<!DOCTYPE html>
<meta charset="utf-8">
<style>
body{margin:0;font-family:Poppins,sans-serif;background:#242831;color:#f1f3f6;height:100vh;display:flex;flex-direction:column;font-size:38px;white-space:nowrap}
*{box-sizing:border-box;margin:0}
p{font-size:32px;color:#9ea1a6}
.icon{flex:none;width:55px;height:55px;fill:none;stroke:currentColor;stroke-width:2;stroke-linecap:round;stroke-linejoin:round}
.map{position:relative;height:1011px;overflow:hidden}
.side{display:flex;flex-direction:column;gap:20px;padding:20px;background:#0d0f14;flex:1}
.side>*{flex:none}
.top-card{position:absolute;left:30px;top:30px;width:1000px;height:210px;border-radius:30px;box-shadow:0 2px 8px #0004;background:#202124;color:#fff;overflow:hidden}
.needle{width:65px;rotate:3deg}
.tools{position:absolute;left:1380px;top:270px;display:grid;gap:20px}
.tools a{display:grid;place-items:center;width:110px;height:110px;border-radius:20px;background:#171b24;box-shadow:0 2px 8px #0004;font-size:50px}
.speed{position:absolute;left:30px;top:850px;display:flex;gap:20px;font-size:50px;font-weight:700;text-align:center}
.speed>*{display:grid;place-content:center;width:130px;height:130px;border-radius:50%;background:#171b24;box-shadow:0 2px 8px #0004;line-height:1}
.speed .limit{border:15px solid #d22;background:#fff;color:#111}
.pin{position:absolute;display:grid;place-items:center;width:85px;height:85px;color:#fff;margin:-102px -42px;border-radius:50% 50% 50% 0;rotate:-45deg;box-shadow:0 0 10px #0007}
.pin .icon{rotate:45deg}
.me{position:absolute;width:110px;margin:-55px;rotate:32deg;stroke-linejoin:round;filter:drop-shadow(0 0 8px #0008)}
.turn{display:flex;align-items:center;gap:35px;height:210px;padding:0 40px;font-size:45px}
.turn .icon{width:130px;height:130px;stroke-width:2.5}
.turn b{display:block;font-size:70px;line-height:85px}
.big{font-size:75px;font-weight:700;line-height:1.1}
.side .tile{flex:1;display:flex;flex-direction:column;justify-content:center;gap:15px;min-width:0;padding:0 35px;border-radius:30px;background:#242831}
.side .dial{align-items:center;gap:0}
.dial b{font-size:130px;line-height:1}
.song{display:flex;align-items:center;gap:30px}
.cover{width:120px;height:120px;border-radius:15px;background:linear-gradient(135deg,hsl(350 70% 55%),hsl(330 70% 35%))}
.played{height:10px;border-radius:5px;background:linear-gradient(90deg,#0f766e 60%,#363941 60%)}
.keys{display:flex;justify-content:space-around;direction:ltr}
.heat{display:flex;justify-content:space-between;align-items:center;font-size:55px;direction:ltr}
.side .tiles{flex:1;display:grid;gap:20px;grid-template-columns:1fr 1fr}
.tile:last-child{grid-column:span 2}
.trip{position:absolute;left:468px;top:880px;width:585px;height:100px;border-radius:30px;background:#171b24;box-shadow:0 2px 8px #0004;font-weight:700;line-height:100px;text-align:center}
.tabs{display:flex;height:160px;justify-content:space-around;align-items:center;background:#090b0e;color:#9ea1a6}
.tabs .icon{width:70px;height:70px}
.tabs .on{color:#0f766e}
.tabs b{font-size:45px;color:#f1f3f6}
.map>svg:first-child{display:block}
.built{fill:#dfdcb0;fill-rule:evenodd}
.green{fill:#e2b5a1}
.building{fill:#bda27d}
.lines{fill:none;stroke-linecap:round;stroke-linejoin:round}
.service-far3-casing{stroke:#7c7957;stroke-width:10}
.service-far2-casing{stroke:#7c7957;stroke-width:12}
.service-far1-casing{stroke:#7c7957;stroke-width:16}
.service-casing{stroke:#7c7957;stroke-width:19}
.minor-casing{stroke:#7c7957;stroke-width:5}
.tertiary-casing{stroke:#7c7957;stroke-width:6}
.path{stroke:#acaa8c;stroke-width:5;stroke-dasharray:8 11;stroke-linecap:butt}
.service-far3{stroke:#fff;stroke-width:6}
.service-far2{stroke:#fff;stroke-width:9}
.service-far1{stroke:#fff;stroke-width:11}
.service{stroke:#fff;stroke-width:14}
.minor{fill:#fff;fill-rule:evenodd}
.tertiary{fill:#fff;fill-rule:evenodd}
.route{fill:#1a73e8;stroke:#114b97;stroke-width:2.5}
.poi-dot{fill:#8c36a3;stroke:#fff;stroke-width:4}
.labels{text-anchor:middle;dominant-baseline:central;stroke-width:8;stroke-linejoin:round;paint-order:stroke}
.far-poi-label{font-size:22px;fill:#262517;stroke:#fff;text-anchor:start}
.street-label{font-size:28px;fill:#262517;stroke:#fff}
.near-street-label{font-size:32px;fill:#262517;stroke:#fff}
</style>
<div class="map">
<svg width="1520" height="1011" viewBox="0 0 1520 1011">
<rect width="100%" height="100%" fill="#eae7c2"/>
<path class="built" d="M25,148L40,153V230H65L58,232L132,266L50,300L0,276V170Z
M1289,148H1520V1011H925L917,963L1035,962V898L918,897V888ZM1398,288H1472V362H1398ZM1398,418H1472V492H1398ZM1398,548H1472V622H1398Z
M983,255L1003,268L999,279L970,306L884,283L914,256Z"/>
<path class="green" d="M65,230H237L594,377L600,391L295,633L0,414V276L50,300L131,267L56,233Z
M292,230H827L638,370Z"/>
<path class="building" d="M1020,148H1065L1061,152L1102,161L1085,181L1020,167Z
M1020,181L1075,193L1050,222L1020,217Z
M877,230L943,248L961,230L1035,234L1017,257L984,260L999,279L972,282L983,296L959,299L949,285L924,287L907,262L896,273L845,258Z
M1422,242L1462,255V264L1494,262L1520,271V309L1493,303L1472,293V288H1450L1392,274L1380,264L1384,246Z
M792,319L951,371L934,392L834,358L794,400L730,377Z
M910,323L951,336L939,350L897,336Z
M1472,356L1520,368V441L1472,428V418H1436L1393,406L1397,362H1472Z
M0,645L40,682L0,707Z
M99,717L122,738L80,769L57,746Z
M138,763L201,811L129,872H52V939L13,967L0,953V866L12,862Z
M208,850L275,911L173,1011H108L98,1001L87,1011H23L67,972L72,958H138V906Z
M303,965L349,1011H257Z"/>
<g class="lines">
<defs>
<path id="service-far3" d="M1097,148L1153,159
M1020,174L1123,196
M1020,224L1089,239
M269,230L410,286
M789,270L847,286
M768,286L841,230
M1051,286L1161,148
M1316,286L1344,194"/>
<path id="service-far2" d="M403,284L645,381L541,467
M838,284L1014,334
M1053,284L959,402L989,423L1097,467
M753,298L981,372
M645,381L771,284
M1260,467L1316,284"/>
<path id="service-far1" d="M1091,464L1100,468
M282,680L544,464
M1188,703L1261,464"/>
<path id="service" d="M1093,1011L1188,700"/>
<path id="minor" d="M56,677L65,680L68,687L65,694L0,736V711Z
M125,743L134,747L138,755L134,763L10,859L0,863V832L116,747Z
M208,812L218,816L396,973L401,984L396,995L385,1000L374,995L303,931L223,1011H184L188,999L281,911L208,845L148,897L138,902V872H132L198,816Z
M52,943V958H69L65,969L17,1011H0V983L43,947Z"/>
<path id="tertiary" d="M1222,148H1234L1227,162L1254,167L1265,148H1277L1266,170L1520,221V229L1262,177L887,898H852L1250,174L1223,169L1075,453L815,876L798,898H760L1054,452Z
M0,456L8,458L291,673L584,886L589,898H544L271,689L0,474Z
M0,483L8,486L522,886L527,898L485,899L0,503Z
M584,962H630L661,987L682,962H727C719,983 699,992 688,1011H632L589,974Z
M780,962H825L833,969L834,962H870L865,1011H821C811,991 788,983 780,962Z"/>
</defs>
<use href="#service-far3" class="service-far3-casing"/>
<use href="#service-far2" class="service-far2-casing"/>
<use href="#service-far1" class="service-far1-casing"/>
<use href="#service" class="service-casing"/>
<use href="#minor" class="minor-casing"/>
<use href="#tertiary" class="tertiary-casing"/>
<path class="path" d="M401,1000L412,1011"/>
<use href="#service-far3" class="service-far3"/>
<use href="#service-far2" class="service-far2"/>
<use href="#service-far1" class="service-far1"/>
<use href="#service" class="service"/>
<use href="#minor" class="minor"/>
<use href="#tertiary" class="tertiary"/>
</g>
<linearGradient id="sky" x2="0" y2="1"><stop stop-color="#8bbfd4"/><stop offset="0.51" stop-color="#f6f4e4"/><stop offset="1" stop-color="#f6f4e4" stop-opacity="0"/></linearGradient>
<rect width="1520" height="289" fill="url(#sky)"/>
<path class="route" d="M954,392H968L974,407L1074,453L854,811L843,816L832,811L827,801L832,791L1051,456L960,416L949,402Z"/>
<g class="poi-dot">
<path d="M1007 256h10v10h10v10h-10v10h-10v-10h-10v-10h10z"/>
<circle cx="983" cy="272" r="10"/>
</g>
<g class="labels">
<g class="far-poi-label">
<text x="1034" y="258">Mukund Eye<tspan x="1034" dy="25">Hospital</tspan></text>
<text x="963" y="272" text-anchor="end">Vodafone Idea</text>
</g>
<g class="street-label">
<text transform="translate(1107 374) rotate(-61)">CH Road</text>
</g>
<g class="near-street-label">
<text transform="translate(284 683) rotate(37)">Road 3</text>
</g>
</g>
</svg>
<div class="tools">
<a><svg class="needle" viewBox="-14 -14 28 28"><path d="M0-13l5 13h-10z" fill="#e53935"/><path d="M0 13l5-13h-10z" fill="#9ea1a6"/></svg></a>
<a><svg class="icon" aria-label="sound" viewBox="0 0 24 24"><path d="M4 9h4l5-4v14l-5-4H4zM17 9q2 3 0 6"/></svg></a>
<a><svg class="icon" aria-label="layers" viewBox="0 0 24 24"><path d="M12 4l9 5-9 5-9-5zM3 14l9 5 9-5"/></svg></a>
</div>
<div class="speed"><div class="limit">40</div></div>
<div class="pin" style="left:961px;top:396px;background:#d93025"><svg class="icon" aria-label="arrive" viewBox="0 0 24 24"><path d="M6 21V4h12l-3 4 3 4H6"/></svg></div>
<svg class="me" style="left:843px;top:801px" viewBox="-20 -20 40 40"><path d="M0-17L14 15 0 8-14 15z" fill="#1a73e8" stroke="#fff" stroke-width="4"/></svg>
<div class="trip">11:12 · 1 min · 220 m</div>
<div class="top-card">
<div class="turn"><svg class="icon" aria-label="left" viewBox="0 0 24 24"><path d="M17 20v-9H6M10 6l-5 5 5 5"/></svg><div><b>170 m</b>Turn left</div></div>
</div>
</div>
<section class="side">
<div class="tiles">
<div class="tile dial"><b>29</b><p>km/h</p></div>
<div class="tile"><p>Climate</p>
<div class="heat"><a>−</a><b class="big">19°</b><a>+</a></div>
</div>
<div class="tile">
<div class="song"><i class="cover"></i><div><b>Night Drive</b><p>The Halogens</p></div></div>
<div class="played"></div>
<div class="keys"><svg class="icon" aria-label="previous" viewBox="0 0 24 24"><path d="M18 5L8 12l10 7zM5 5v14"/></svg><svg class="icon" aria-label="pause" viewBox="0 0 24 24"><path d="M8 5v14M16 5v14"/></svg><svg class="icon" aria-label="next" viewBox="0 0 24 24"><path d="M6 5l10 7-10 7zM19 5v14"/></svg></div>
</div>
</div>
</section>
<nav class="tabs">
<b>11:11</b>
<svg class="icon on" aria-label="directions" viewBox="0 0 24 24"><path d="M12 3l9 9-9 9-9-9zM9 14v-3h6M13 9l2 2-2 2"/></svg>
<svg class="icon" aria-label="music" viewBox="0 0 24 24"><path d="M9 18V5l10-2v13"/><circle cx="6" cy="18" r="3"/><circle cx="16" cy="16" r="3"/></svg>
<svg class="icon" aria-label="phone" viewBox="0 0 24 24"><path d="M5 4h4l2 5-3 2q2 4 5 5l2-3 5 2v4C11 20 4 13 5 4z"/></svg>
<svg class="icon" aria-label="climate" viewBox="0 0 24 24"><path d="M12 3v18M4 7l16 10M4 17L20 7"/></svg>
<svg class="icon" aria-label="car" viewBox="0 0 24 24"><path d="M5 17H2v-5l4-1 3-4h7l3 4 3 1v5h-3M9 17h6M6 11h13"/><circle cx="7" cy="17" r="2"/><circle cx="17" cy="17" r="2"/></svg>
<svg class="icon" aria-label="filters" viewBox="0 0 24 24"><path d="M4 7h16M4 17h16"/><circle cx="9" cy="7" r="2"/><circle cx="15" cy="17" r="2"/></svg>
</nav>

◆ WHAT YOU HAVE TO DO ◆
In the listing above, some lines may hold the string "speed". Report how many, and nothing more.

◆ ANSWER SECTION ◆
4